[[ PROVIDED INFORMATION open ]]
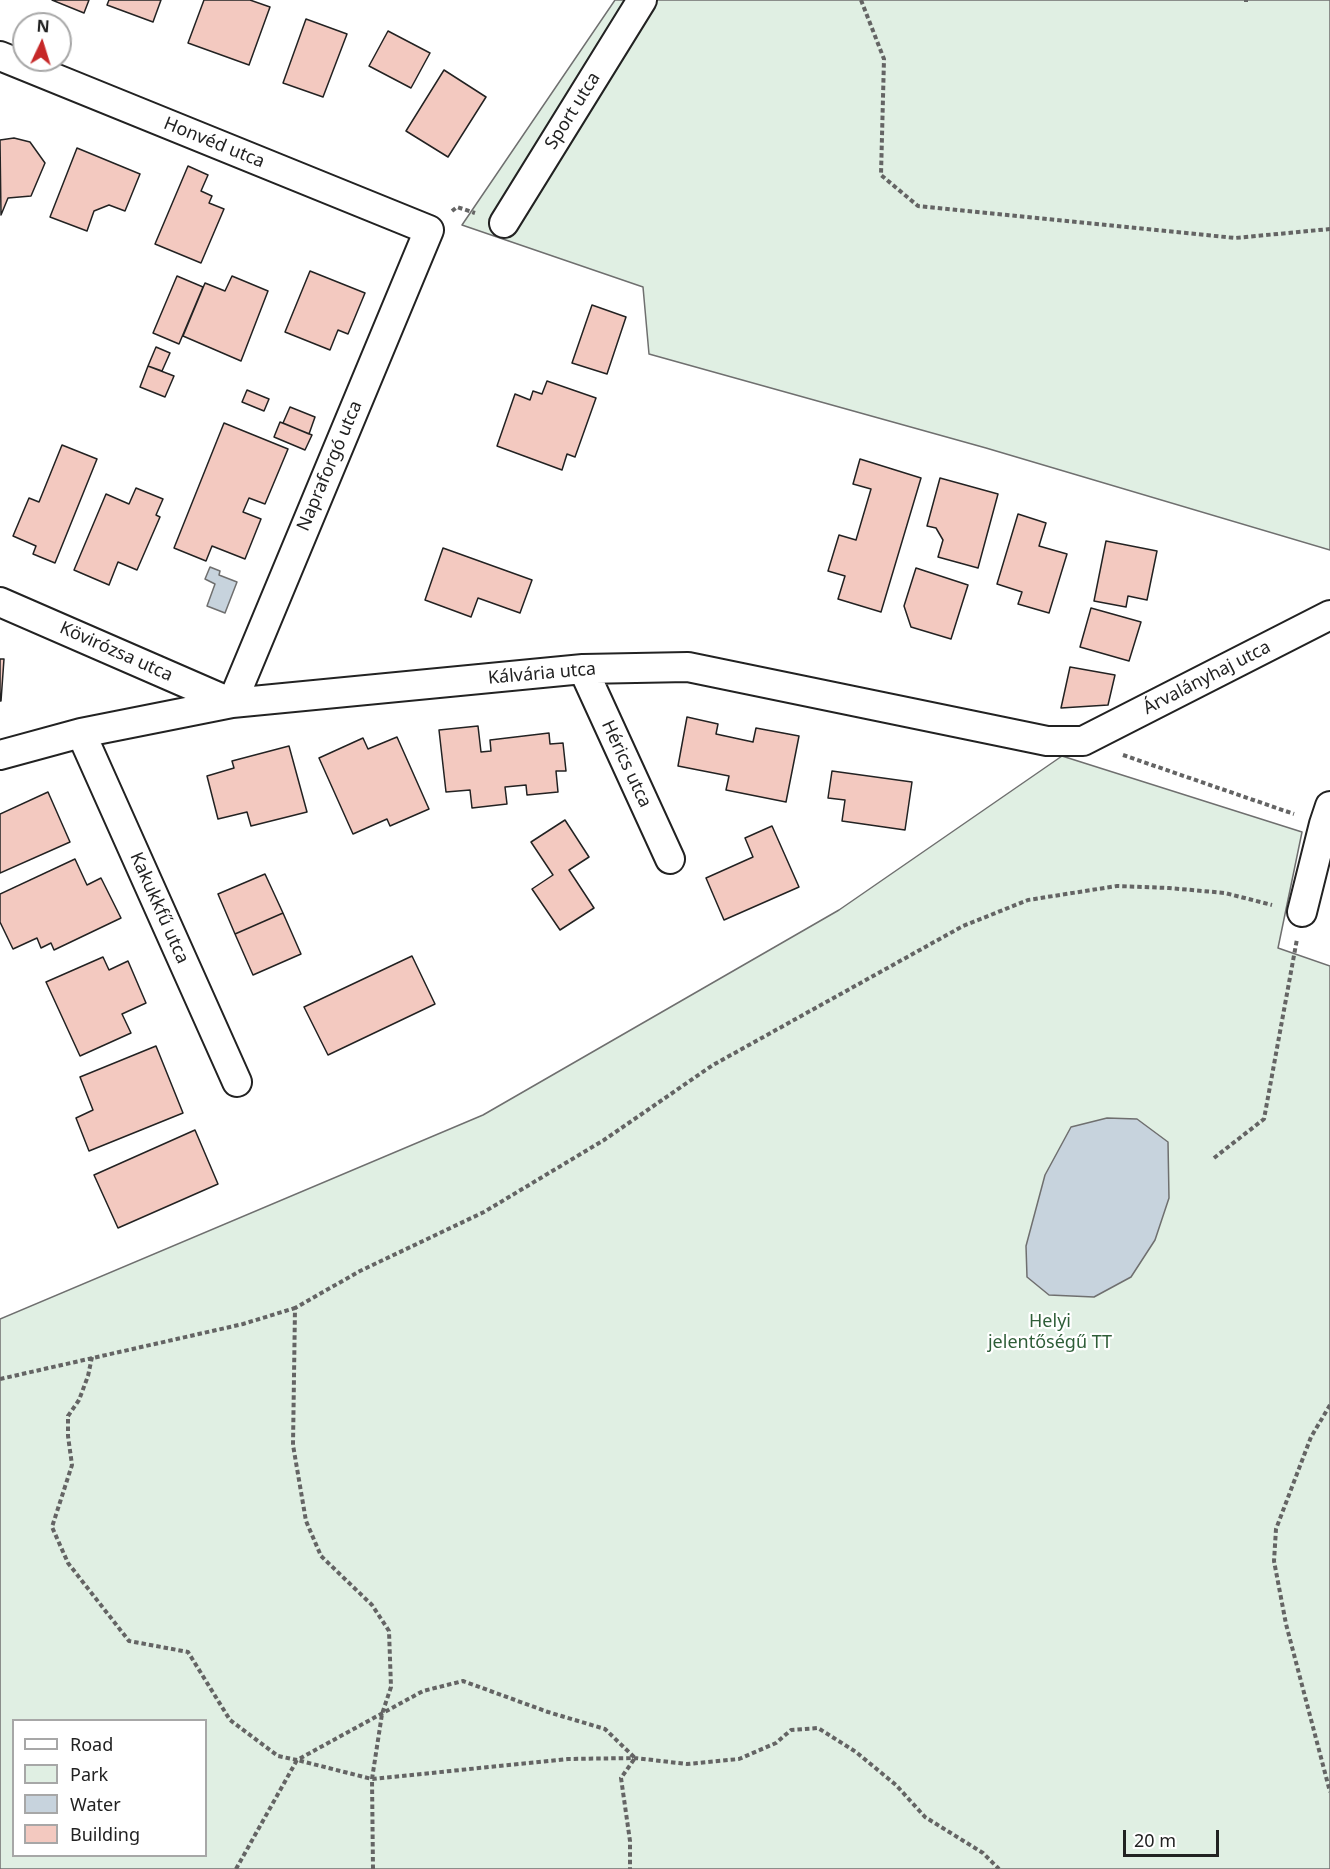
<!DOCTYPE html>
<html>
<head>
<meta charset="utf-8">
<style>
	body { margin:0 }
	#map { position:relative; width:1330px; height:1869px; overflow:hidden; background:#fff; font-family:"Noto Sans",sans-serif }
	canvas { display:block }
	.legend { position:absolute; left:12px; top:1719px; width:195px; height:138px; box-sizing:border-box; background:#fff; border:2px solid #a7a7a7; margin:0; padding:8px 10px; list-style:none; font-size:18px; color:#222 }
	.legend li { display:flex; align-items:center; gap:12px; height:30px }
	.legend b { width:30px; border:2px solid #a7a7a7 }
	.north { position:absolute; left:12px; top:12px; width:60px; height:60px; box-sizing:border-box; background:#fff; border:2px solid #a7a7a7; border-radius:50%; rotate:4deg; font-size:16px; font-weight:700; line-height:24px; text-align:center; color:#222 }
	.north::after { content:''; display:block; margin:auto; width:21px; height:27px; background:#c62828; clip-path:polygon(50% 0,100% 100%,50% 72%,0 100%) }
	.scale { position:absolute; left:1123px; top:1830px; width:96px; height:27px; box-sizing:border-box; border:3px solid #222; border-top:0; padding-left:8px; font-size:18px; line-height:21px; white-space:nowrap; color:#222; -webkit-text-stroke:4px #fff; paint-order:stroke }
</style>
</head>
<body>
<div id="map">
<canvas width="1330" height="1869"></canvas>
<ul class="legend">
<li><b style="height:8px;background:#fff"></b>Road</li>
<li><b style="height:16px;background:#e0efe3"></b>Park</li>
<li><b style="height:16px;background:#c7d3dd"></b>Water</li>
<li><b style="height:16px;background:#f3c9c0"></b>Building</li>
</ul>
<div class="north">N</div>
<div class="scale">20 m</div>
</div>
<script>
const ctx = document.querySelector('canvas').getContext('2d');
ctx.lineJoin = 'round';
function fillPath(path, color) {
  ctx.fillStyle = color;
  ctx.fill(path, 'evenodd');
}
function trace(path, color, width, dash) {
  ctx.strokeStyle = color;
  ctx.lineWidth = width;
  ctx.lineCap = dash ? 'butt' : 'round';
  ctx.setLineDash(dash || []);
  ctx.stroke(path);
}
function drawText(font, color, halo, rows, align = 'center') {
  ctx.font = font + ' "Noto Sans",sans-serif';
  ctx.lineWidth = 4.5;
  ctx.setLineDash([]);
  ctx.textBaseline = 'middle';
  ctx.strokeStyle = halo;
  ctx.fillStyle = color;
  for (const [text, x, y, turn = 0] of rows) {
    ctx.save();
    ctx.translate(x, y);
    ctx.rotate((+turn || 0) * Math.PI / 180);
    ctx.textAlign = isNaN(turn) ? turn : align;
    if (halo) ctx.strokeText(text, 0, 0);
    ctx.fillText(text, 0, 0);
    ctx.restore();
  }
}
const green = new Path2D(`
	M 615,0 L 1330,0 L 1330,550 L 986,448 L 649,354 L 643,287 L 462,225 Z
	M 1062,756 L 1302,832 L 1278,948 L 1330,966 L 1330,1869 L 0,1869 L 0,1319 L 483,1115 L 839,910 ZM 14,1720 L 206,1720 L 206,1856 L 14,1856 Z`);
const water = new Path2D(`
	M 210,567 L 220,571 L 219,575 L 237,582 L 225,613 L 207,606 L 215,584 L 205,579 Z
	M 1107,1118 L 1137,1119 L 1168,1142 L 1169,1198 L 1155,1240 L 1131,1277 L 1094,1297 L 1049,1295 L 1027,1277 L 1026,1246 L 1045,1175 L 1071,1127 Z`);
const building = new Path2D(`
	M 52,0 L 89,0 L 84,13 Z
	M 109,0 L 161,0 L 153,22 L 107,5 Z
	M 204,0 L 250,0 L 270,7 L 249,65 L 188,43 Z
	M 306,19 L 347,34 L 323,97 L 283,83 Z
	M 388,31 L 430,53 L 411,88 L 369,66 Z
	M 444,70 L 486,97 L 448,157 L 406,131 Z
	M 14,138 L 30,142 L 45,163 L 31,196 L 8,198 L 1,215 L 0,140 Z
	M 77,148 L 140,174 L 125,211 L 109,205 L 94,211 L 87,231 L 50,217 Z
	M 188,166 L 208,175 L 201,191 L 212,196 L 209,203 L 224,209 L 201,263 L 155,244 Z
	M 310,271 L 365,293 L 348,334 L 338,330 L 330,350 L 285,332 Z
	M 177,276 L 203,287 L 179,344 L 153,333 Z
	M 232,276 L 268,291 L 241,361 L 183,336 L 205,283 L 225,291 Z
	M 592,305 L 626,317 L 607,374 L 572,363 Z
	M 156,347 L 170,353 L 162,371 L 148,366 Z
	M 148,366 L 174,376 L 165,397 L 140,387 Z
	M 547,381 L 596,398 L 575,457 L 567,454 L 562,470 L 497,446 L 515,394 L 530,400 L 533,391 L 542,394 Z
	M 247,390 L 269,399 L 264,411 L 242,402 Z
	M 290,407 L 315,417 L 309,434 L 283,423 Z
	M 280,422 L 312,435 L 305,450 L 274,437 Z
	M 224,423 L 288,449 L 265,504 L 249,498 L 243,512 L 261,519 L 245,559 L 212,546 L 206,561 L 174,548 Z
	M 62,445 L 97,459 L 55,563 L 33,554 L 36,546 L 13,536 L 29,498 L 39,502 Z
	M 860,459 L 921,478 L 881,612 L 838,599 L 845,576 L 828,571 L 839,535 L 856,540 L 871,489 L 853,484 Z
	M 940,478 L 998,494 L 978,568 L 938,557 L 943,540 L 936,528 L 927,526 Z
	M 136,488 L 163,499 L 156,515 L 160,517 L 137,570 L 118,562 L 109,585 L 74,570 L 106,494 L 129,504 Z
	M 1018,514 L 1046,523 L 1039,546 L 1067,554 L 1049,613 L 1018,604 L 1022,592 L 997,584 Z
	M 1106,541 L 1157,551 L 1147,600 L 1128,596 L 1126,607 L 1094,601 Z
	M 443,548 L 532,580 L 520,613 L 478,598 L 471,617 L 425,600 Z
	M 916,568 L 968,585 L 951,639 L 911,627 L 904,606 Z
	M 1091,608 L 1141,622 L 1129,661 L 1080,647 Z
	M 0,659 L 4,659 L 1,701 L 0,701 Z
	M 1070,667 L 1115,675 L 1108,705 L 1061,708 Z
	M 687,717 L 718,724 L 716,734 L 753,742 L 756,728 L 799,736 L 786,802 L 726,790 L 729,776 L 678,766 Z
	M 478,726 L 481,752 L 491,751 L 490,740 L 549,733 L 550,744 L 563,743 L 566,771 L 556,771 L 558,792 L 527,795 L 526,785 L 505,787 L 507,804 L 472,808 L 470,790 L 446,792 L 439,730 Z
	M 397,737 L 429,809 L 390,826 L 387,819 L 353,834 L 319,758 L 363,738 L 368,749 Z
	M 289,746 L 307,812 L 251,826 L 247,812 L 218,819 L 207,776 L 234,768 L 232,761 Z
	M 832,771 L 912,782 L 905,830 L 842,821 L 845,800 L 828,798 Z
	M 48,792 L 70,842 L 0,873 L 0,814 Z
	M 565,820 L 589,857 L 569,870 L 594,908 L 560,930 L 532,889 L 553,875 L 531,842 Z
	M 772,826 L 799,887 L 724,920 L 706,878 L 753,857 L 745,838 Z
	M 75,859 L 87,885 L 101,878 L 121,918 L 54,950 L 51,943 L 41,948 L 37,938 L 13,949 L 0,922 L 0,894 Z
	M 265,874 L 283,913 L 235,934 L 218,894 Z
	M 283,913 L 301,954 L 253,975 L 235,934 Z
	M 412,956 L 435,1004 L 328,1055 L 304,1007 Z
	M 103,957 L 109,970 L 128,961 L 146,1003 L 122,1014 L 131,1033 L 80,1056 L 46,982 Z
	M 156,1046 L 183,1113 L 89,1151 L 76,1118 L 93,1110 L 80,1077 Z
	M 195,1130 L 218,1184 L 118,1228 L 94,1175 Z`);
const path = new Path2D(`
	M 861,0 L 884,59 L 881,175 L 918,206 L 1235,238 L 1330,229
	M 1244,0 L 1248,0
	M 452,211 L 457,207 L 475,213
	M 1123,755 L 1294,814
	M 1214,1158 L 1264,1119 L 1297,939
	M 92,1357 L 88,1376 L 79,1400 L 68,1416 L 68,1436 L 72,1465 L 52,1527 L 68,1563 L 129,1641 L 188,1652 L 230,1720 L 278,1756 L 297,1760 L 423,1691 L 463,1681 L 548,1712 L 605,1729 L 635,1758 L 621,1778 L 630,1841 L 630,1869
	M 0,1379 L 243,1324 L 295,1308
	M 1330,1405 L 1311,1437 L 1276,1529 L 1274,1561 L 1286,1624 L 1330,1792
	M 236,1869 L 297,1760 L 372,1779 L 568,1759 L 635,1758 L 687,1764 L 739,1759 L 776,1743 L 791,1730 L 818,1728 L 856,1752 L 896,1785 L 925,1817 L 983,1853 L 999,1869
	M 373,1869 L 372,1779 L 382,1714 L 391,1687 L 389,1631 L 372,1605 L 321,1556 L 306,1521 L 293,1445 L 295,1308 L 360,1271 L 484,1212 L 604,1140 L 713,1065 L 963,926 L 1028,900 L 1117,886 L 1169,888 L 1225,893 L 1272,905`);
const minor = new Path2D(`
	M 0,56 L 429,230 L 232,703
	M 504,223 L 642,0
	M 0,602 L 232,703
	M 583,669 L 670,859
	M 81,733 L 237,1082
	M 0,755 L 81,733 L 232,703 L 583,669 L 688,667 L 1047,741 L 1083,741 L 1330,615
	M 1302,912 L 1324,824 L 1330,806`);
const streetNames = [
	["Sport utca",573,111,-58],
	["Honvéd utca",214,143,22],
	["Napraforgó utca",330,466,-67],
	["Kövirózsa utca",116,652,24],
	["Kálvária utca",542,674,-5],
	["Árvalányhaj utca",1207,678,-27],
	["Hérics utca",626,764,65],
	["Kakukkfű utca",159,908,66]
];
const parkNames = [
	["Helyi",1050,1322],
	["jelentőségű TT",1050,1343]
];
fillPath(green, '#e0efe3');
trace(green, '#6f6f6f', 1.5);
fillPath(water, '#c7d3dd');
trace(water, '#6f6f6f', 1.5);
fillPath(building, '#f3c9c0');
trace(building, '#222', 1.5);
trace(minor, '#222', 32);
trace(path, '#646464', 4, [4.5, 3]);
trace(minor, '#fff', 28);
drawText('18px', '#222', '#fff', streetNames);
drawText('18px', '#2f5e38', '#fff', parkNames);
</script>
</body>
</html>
[[ PROVIDED INFORMATION closed ]]
TASK DESCRIPTION - Both the first line of the records above and the line containing "display:flex; align-items:center; gap:12px;" belong in the copy; please return them and every line between, exactly, minus the pictures.

ANSWER SECTION -
<!DOCTYPE html>
<html>
<head>
<meta charset="utf-8">
<style>
	body { margin:0 }
	#map { position:relative; width:1330px; height:1869px; overflow:hidden; background:#fff; font-family:"Noto Sans",sans-serif }
	canvas { display:block }
	.legend { position:absolute; left:12px; top:1719px; width:195px; height:138px; box-sizing:border-box; background:#fff; border:2px solid #a7a7a7; margin:0; padding:8px 10px; list-style:none; font-size:18px; color:#222 }
	.legend li { display:flex; align-items:center; gap:12px; height:30px }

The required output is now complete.